O il body shaming verso Adinolfi non assomiglia a quello di Berlusconi verso Rosy BIndi?
Da parte di esponenti di sinistra.
@marcell_o @steek_hutzee @attualita O quando Meloni è rimasta incinta. Qualcuno se l'è pure presa con la sua bambina. Io posso capire che ci si incazzi. "famiglia tradizionale" poi hai figli fuori dal matrimonio, e ti separi pure. Ma pigliatela con l'ipocrisia, non con la persona! Il punto è che secondo me questo è un sistema di battute radicato. Per cui, si è abituati a sentirle fare, e non ci si scandalizza a farlo. Invece IMHO bisogna iniziare a far sentire la propria voce non vergognandoci quando ci imbarazzano. "fai pure la battuta se credi, ma sono libero di dirti che non fa ridere"

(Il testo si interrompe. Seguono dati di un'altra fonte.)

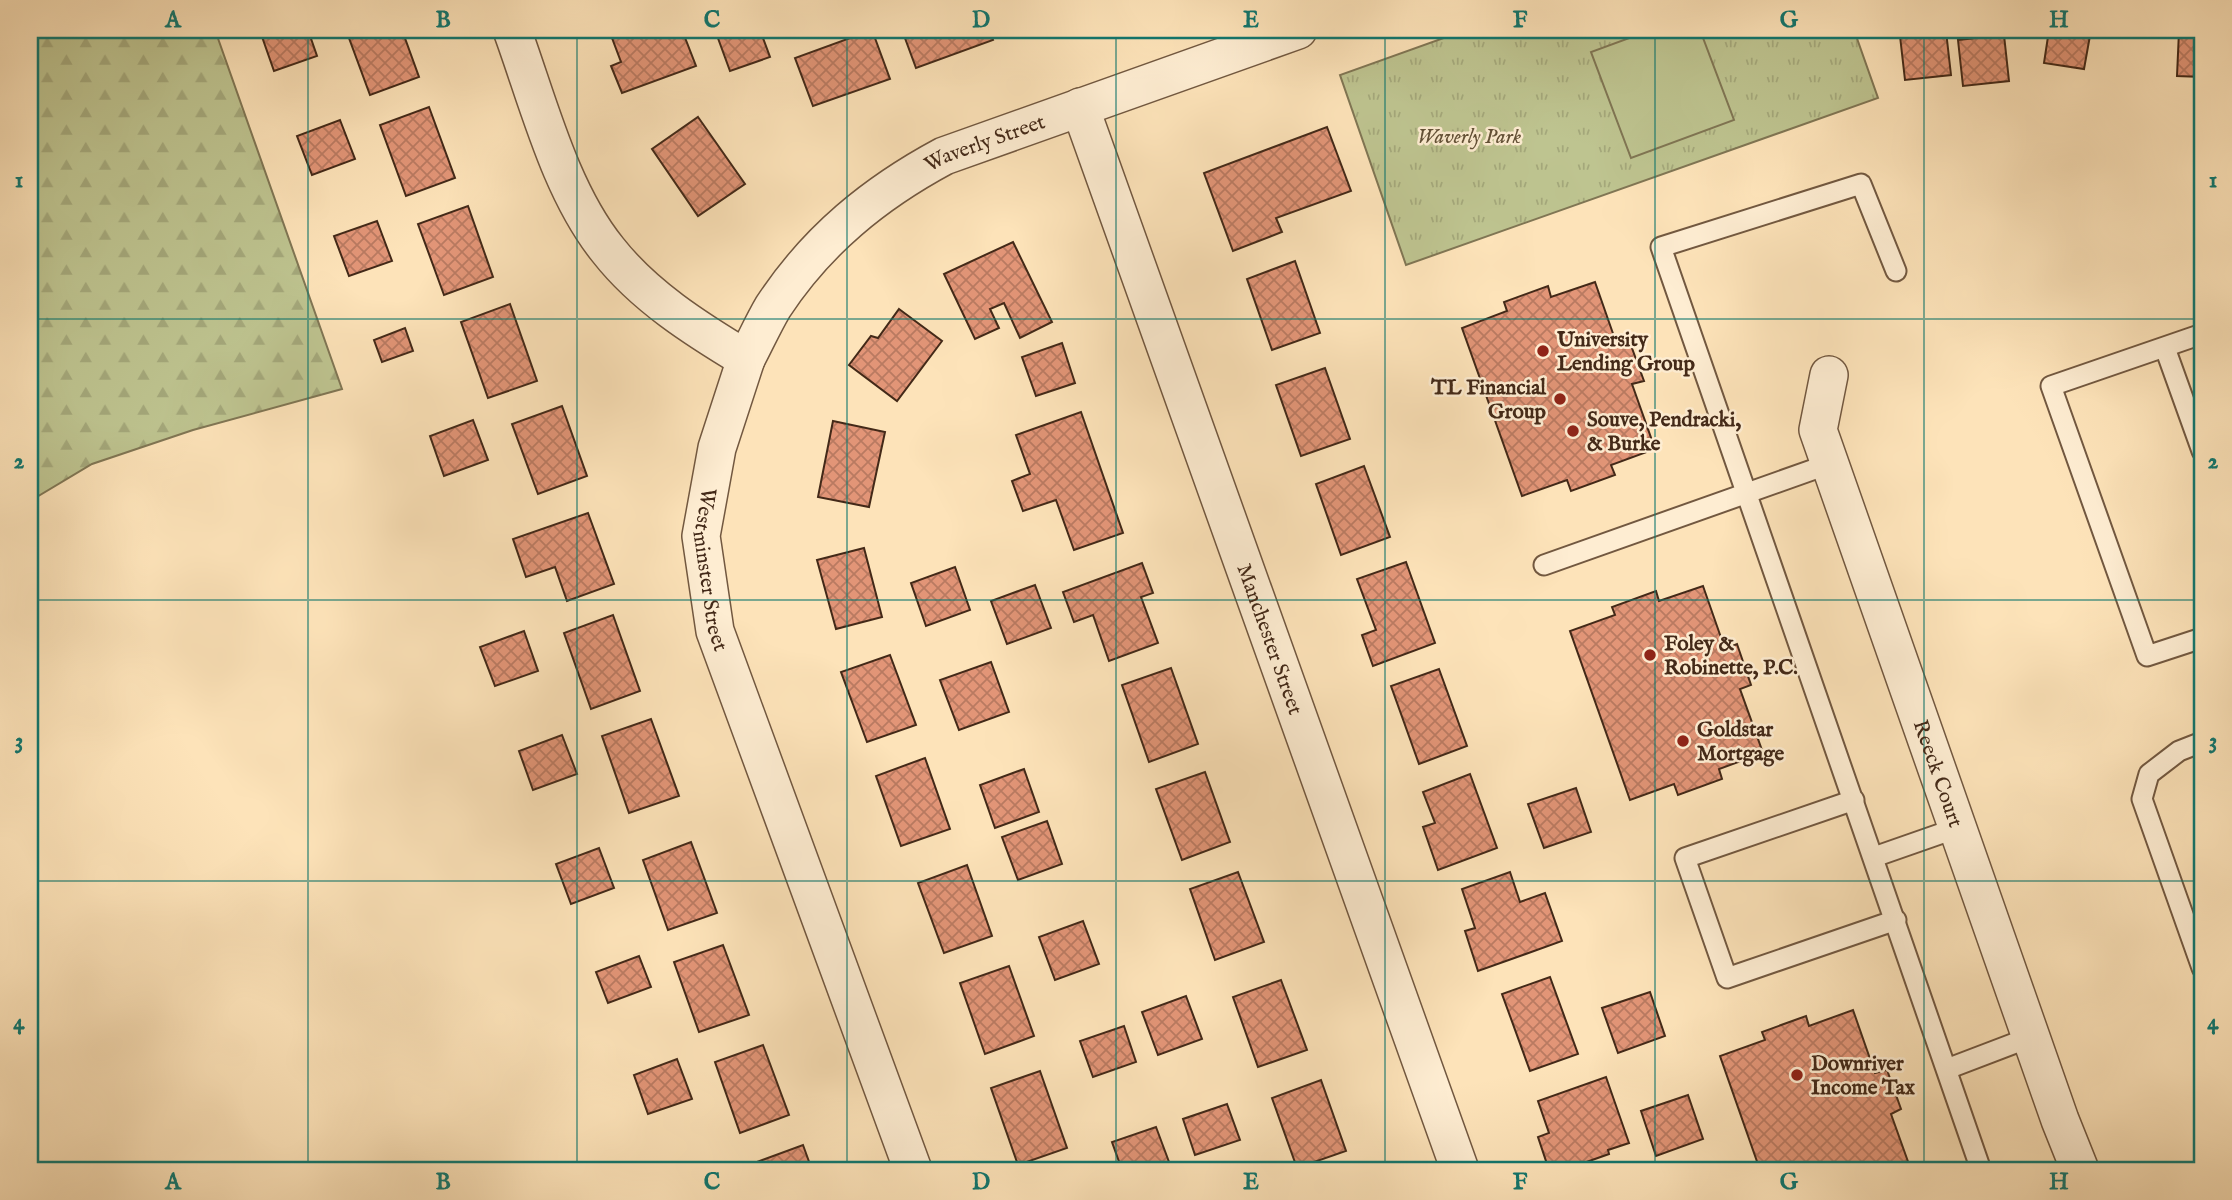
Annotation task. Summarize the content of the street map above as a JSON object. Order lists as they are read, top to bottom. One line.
{"streets":{"street":["Waverly Street","Westminster Street","Manchester Street","Reeck Court"]},"crossings":[["Waverly Street","Westminster Street"],["Waverly Street","Manchester Street"]],"parks":["Waverly Park"],"places":["University Lending Group","TL Financial Group","Souve, Pendracki, & Burke","Foley & Robinette, P.C.","Goldstar Mortgage","Downriver Income Tax"],"grid":{"columns":["A","B","C","D","E","F","G","H"],"rows":["1","2","3","4"]}}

@elettrona @steek_hutzee @attualita
Immagino che più o meno tutti siamo cresciuti in un ambiente maschilista, fare battutacce sulle donne, sui gay, sui disabili, sugli stranieri, sugli ebrei, era normale.
Ma ora non lo è più, non deve esserlo.
Se La Russa fa una battuta sessista posso fare poco, ma se un mio parente o amico fa una battuta sessista o razzista glielo faccio notare.

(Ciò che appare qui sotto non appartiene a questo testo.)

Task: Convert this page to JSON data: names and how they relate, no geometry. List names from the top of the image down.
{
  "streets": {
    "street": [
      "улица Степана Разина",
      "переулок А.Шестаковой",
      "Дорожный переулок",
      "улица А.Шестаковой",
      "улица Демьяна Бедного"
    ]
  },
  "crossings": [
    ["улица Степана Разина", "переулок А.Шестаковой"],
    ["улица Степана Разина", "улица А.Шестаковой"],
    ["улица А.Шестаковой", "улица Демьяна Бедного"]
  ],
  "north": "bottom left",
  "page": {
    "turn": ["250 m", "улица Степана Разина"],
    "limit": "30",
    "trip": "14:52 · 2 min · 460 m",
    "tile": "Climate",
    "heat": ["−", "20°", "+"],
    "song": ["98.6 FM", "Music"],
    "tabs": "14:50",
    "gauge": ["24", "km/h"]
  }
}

Devo farlo, perché riguarda anche me che non sono donna, gay, disabile, straniero o ebreo.
@marcell_o @steek_hutzee @attualita La penso allo stesso modo. E non bisogna secondo me agire con la ramanzina (se no si ottiene l'effetto opposto). Ma dire "guarda, non mi hai fatto per niente ridere" sì.
Devo però spezzare una lancia in favore di quello che io chiamo "diritto a fare schifo". Quante volte in mezzo ai ciechi mi sono trovata a prendere per il culo i vedenti nel peggiore dei modi? Quante volte tra donne si prendono in giro gli uomini e viceversa?
Il diritto a fare schifo, però, riguarda i cosiddetti "safe space". A casa di amici, in stanza da letto col partner... quando hai la certezza di essere tra pari.
Medici e infermieri prendono in giro i casi umani più assurdi dei pazienti, quando sono tra di loro. Già una palestra o uno spogliatoio però, non sono ugualmente "tra pari". Perché se sei tra uomini e prendi in giro i gay, magari ce ne hai uno gay che non ne ha mai parlato. Per non accennare le scuole. Secondo me bisogna educare al rispetto, che deve anche insegnare a riconoscere dove finisce e dove inizia il diritto a fare schifo.
@marcell_o @steek_hutzee @attualita Io non dico che uno debba smettere di fare vignette, ci mancherebbe altro. Però boh - secondo me se ogni qual volta si voglia pungere si finisce a parlare di vestiti strappati, io boh
@elettrona @attualita La vignetta parla di "strappo" con Trump e la gonna strappata con la bandiera statunitense, mentre la Meloni si inchina, è una rappresentazione goliardica, per l'appunto, di uno strappo.
Non ci vedo del sessismo. Sarebbe stato lo stesso se al suo ci fosse stato un premier uomo coi pantaloni strappati.